◆ Exercise materials
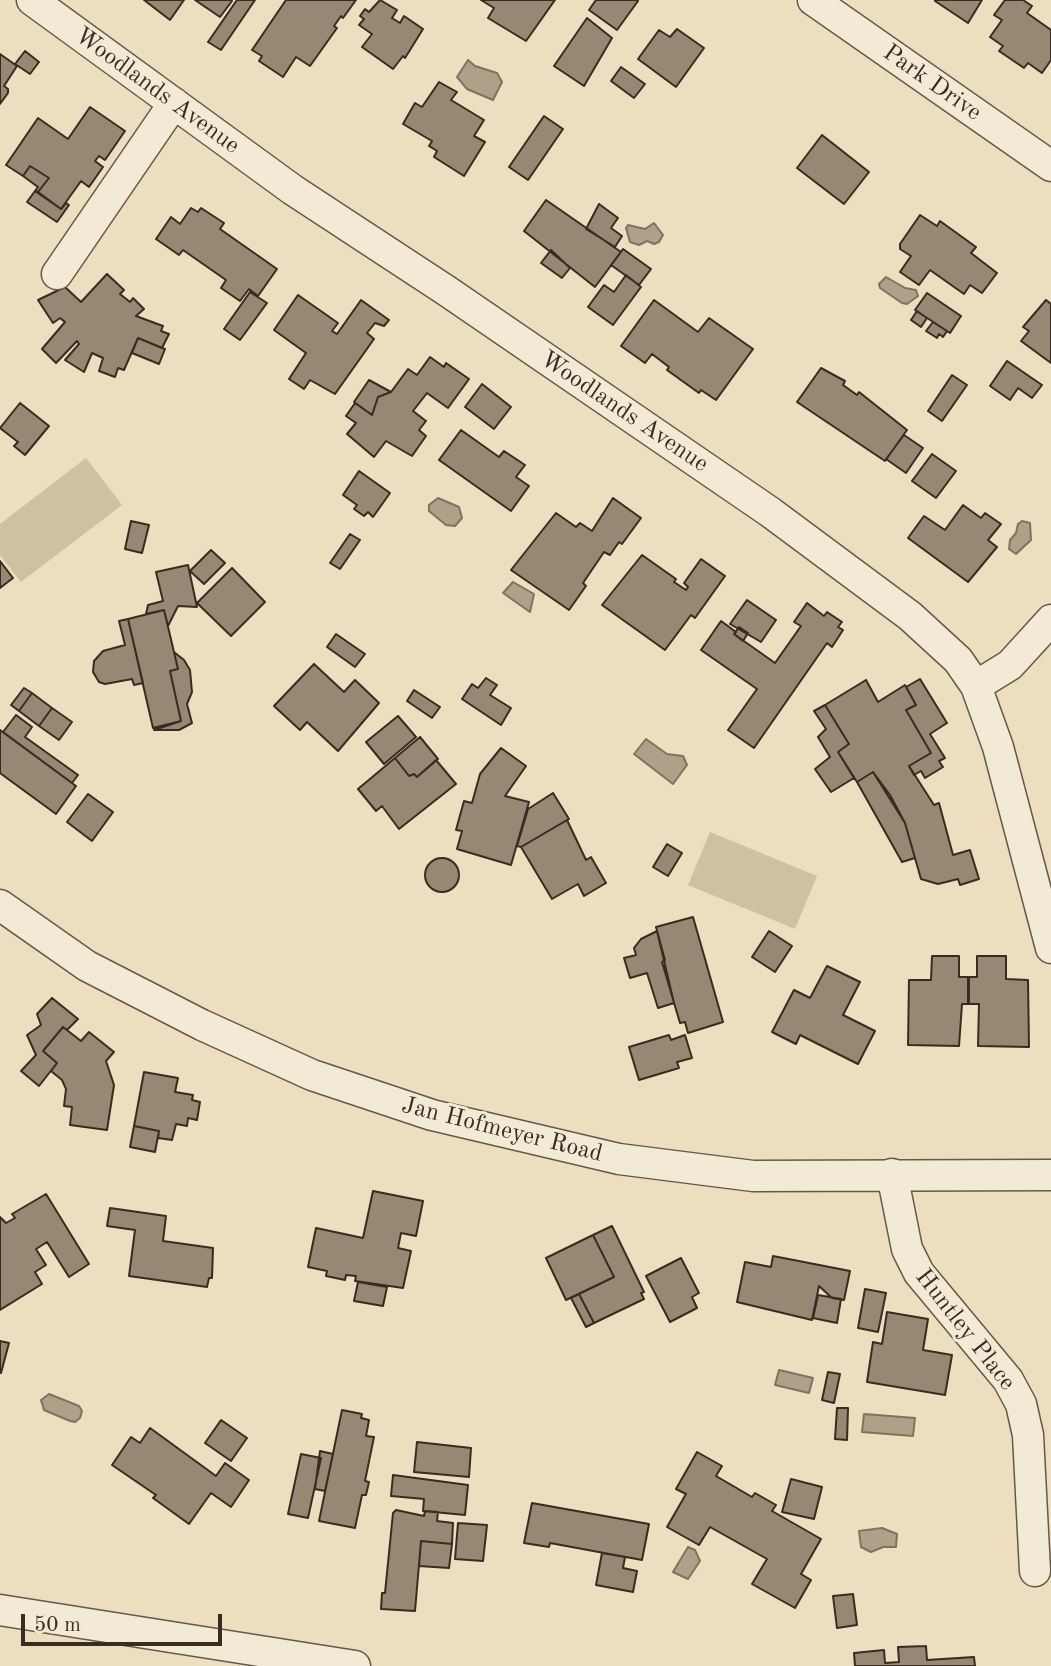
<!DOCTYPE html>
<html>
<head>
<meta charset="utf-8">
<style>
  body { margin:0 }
  #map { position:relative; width:1051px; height:1666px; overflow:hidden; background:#ecdebe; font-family:"Old Standard TT",serif }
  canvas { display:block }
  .scale { position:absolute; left:21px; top:1614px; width:201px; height:32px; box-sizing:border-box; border:4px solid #382c22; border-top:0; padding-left:9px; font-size:21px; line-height:24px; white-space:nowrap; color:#382c22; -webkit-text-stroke:5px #f3ead5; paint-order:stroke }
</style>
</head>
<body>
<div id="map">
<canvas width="1051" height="1666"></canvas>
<div class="scale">50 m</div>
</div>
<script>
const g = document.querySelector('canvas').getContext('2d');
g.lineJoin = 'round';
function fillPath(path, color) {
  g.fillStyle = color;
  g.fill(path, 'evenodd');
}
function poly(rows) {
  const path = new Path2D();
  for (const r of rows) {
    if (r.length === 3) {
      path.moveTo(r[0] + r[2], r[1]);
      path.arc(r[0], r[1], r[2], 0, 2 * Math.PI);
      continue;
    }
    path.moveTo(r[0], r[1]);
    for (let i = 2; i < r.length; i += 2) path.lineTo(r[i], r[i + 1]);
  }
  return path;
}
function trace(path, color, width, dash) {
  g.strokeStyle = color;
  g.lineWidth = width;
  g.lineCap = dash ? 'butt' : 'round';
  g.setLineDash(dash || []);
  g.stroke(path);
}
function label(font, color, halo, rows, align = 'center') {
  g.font = font + ' "Old Standard TT",serif';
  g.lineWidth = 6;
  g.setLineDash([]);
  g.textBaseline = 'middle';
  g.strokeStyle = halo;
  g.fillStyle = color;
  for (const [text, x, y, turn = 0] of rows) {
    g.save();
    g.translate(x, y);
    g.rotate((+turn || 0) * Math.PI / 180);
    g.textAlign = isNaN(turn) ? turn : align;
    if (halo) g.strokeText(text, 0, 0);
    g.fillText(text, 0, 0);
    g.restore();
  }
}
const green = poly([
  [86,458,122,505,21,582,0,555,0,524],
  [710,832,817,876,795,929,688,885]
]);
const water = poly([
  [468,60,475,66,497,73,502,82,493,100,467,89,457,77,468,60],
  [654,223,663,235,659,242,654,244,647,241,639,245,630,242,626,228,628,225,645,229,654,223],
  [886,277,905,288,916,290,918,296,907,304,902,303,880,288,879,284,886,277],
  [438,498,459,507,462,518,455,526,446,525,429,511,429,505,438,498],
  [1022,521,1030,523,1031,540,1016,554,1009,549,1010,540,1016,533,1018,524,1022,521],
  [513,582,534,594,530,612,503,593,513,582],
  [646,739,667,754,683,756,687,765,673,784,634,754,646,739],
  [779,1370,813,1378,809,1393,775,1385,779,1370],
  [49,1394,79,1406,82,1411,80,1418,75,1422,70,1421,44,1410,41,1400,49,1394],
  [864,1414,915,1418,913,1436,862,1432,864,1414],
  [882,1528,897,1534,896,1547,883,1547,871,1552,861,1547,859,1531,882,1528],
  [688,1547,695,1550,700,1561,688,1579,673,1572,688,1547]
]);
const building = poly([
  [144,0,184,0,170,20,144,0],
  [195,0,231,0,232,1,220,17,195,0],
  [237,0,255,0,221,50,208,42,237,0],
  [286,0,356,0,343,18,341,16,334,26,337,28,310,66,296,57,283,77,259,61,262,56,252,50,286,0],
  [380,0,397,10,392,18,400,23,404,16,423,29,405,58,403,56,393,69,362,47,372,34,359,25,364,19,360,16,365,9,369,12,380,0],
  [481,0,555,0,526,41,488,18,494,8,481,0],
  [596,0,636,0,638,1,617,30,589,10,596,0],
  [982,0,968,23,935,1,935,0,982,0],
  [1005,0,1023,0,1032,6,1027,13,1051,30,1051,60,1042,73,1028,63,1024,68,999,51,1003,46,990,37,1002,20,994,15,1005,0],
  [587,18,612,38,584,86,554,66,587,18],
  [677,29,704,48,676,87,638,59,659,30,670,37,677,29],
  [25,51,39,62,30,74,15,64,25,51],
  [0,54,17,66,4,86,8,89,8,93,0,104,0,54],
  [621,67,645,84,634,98,611,81,621,67],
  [439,82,457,92,451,100,484,120,474,136,485,142,464,176,434,157,437,151,429,146,432,141,403,124,415,103,422,107,439,82],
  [90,107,125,131,105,160,99,156,95,161,103,167,89,187,81,181,61,209,38,192,49,178,30,166,23,176,6,165,38,118,68,139,90,107],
  [544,116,563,129,528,180,509,167,544,116],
  [822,135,869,172,844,204,797,168,822,135],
  [30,166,49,178,38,192,35,191,38,187,23,176,30,166],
  [35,191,61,209,66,203,69,205,57,222,27,202,35,191],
  [546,200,621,252,595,287,524,231,546,200],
  [599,204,618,218,611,228,622,236,615,247,586,229,599,204],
  [191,208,198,212,201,208,224,223,220,229,277,269,258,296,249,289,240,301,221,288,226,280,183,250,179,255,156,239,171,217,180,224,191,208],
  [920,215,937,226,940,221,976,247,971,253,997,273,982,293,970,285,964,294,930,270,919,285,900,272,911,256,900,249,900,244,920,215],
  [623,249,651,269,639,285,611,265,623,249],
  [551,250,570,268,562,278,541,263,551,250],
  [107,274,124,290,120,294,130,302,133,298,144,309,136,316,163,326,161,331,169,334,162,348,138,338,124,370,118,368,115,377,99,371,103,358,92,353,84,372,65,360,79,344,77,341,56,363,42,349,65,322,60,318,53,323,38,300,65,287,81,302,107,274],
  [626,275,641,287,613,325,588,307,604,285,614,292,626,275],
  [250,292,267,303,240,340,224,329,250,292],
  [927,293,961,316,950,333,915,310,927,293],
  [298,295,338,323,332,331,337,334,361,300,389,320,384,326,375,323,367,333,374,339,335,394,310,380,304,389,289,379,306,353,274,330,298,295],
  [654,300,698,332,709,318,753,349,716,400,701,390,699,393,667,370,669,367,652,354,645,363,621,346,654,300],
  [1046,300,1051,304,1051,363,1021,341,1029,331,1023,327,1046,300],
  [917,311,927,318,921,327,911,320,917,311],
  [933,322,947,331,943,337,939,334,937,338,926,331,933,322],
  [138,338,165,349,159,364,132,353,138,338],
  [430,357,444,367,446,363,469,379,448,408,427,393,413,411,426,421,419,430,426,436,412,456,386,441,374,457,347,434,356,423,346,416,355,403,372,415,378,397,391,392,408,369,417,375,430,357],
  [1007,361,1042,385,1032,398,1018,388,1010,400,990,386,1007,361],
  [821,368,845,381,843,385,857,395,859,392,907,430,885,461,797,402,821,368],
  [952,375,967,385,942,421,928,411,952,375],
  [369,380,391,392,378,397,372,415,354,402,369,380],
  [482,384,511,407,494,429,465,407,482,384],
  [20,403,49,426,25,455,14,446,18,442,0,428,20,403],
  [461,430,499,457,504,451,525,465,516,477,529,486,511,511,439,460,461,430],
  [904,435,923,448,906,473,886,459,904,435],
  [932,454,956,471,936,498,912,481,932,454],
  [359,471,390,493,373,517,368,512,364,516,354,509,357,505,343,495,359,471],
  [613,498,641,518,622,544,619,542,610,555,604,552,583,583,586,586,569,610,511,570,556,513,576,527,580,523,592,531,613,498],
  [963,505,981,518,985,513,1001,524,988,540,997,547,968,582,908,538,924,516,945,530,963,505],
  [131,521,149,525,142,553,125,549,131,521],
  [350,534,360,540,340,569,330,563,350,534],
  [211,550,225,563,204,584,190,571,211,550],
  [642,555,676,579,674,582,686,590,688,587,684,583,701,559,725,576,695,618,691,615,665,650,602,605,642,555],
  [0,561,13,578,0,588,0,561],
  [188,565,197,607,178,606,168,626,164,610,146,614,148,605,163,601,156,572,188,565],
  [232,568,265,602,231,636,197,603,232,568],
  [747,600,776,620,761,642,730,624,747,600],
  [807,603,824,616,827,612,842,622,838,627,843,630,832,647,827,643,754,748,728,730,757,689,701,650,721,621,736,632,734,634,775,663,801,626,794,622,807,603],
  [164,610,178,669,170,671,181,721,153,728,128,619,164,610],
  [128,619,143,683,134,685,132,679,105,684,99,682,93,672,94,661,103,651,125,645,119,621,128,619],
  [739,627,748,633,743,641,734,634,739,627],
  [336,634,365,654,355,667,327,647,336,634],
  [174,652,184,660,190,670,192,692,187,704,192,723,179,730,154,730,181,721,170,671,178,669,174,652],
  [314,664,344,692,355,680,379,703,338,751,307,722,300,730,274,706,314,664],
  [486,678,497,685,490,695,511,708,501,725,462,699,472,684,478,688,486,678],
  [920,679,947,723,930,734,945,758,939,761,943,767,925,778,921,771,914,775,909,766,931,753,906,710,916,705,906,687,920,679],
  [866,680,878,702,905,685,916,705,906,710,931,753,909,766,934,805,939,803,953,855,970,850,979,879,960,885,958,879,938,884,921,879,905,823,890,795,873,772,857,782,838,752,849,744,825,705,866,680],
  [24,688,32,693,19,711,11,705,24,688],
  [414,690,440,707,432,718,407,701,414,690],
  [32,693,52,708,39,726,19,711,32,693],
  [825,705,849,744,838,752,854,778,831,792,815,769,830,757,818,737,826,729,814,711,825,705],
  [52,708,72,722,59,740,39,726,52,708],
  [16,715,32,727,25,737,78,775,72,783,3,732,16,715],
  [398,716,416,737,384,764,366,742,398,716],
  [0,730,76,786,56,814,0,773,0,730],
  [420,737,438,759,417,777,414,774,409,776,395,758,420,737],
  [501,748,526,766,505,796,529,802,511,865,457,849,462,831,456,830,464,801,472,803,480,774,501,748],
  [395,758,409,776,414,774,417,777,436,760,456,784,399,829,382,806,376,811,358,789,395,758],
  [873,772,905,823,915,858,902,862,857,782,873,772],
  [553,793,569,819,521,847,517,846,528,809,553,793],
  [88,794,113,812,92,841,67,822,88,794],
  [567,820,586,860,591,857,606,883,584,896,578,884,552,899,521,847,567,820],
  [667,844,682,853,668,876,653,867,667,844],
  [442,875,17],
  [693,917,723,1022,688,1033,685,1022,680,1023,662,962,665,960,656,927,693,917],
  [657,931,674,1003,658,1008,647,973,630,978,624,958,636,955,634,948,641,939,657,931],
  [769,931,792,946,775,972,752,957,769,931],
  [932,956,959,956,959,977,968,977,968,1004,962,1004,959,1046,908,1045,909,980,931,980,932,956],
  [977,956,1006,956,1006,979,1028,980,1029,1047,978,1046,979,1004,969,1004,969,977,977,977,977,956],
  [827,966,860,982,843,1015,875,1031,858,1064,800,1035,796,1044,772,1032,794,990,810,998,827,966],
  [52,998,78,1019,67,1030,63,1027,43,1051,57,1063,39,1086,21,1071,36,1055,27,1035,41,1025,37,1014,52,998],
  [63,1027,81,1041,89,1032,114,1052,106,1061,114,1085,107,1130,70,1125,72,1107,64,1106,66,1089,62,1080,51,1071,57,1063,43,1051,63,1027],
  [669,1035,671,1040,685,1035,692,1058,677,1062,679,1068,639,1080,629,1047,669,1035],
  [144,1072,178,1078,175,1092,193,1095,192,1100,200,1102,197,1120,188,1118,187,1126,176,1124,172,1140,158,1138,159,1131,134,1126,144,1072],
  [134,1126,159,1131,155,1152,130,1147,134,1126],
  [373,1191,423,1201,416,1236,401,1233,398,1248,411,1251,403,1288,355,1281,356,1276,346,1275,345,1280,326,1276,327,1271,308,1267,316,1228,363,1238,373,1191],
  [46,1194,89,1264,69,1277,47,1242,36,1249,46,1265,35,1272,42,1284,0,1310,0,1217,6,1223,15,1218,12,1214,46,1194],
  [110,1208,166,1216,163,1241,213,1248,212,1278,209,1278,207,1287,129,1276,135,1230,107,1226,110,1208],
  [612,1226,644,1292,641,1293,644,1299,594,1323,579,1294,614,1277,593,1235,612,1226],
  [593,1235,614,1277,566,1300,546,1258,593,1235],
  [773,1256,850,1271,844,1300,832,1298,819,1286,812,1320,737,1302,745,1262,771,1267,773,1256],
  [681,1258,699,1293,692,1297,697,1308,670,1322,646,1276,681,1258],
  [358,1282,387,1287,383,1306,354,1301,358,1282],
  [865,1289,886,1293,878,1332,858,1328,865,1289],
  [579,1294,594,1323,586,1327,571,1298,579,1294],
  [818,1295,841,1299,837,1323,813,1318,818,1295],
  [887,1312,928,1319,923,1350,952,1355,945,1395,867,1382,873,1342,882,1344,887,1312],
  [0,1341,9,1343,1,1373,0,1373,0,1341],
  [828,1372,840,1374,834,1403,822,1400,828,1372],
  [837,1408,848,1408,847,1440,835,1439,837,1408],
  [342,1410,362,1414,361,1418,369,1420,366,1436,374,1437,365,1481,369,1482,366,1495,362,1495,355,1528,319,1521,342,1410],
  [221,1420,247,1438,231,1461,205,1443,221,1420],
  [150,1428,216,1476,225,1463,249,1480,231,1507,211,1493,189,1524,153,1498,156,1495,112,1465,131,1437,140,1443,150,1428],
  [417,1442,471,1448,469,1477,414,1472,417,1442],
  [320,1451,333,1454,325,1491,315,1489,320,1451],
  [697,1452,722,1466,716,1476,752,1497,755,1493,776,1505,772,1511,821,1539,801,1574,811,1580,795,1608,752,1584,767,1559,710,1527,699,1545,667,1527,686,1494,676,1489,697,1452],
  [301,1454,321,1458,308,1518,288,1514,301,1454],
  [393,1475,468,1485,465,1515,423,1511,424,1499,391,1496,393,1475],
  [791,1479,822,1487,814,1519,782,1512,791,1479],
  [532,1503,649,1524,642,1560,550,1543,549,1547,524,1543,532,1503],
  [396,1510,424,1516,425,1511,438,1512,437,1521,453,1523,452,1544,421,1541,415,1611,381,1609,382,1593,385,1593,393,1513,396,1510],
  [458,1523,487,1525,483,1561,455,1559,458,1523],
  [421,1541,452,1544,449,1568,419,1566,421,1541],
  [602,1553,625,1557,623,1568,637,1571,633,1592,596,1585,602,1553],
  [853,1594,857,1625,837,1628,833,1596,853,1594],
  [926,1646,927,1660,974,1657,975,1666,855,1666,854,1653,884,1650,885,1663,899,1662,898,1647,926,1646]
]);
const minor = poly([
  [32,0,293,190,447,291,770,512,910,616,958,660,976,686,998,747,1051,948],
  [813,0,1051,166],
  [57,274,174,103],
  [976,686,1010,665,1051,620],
  [0,905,87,966,202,1025,312,1075,432,1115,619,1159,753,1176,1051,1175],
  [892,1174,907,1249,919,1273,1008,1380,1021,1404,1028,1435,1035,1571],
  [0,1610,355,1666]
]);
const streetNames = [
  ["Park Drive",932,83,35],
  ["Woodlands Avenue",157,91,36],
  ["Woodlands Avenue",624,412,34],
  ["Jan Hofmeyer Road",502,1130,14],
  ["Huntley Place",965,1330,52]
];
fillPath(green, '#cdc0a3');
fillPath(water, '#afa189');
trace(water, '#7f7260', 2);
fillPath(building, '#968973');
trace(building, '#382c22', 2);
trace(minor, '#655849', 33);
trace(minor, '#f3ead5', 30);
label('24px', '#382c22', '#f3ead5', streetNames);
</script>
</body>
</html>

◆ Task instructions
Check each line of the entries above for the string "length", and return those that contain it.

◆ Answer section
    if (r.length === 3) {
    for (let i = 2; i < r.length; i += 2) path.lineTo(r[i], r[i + 1]);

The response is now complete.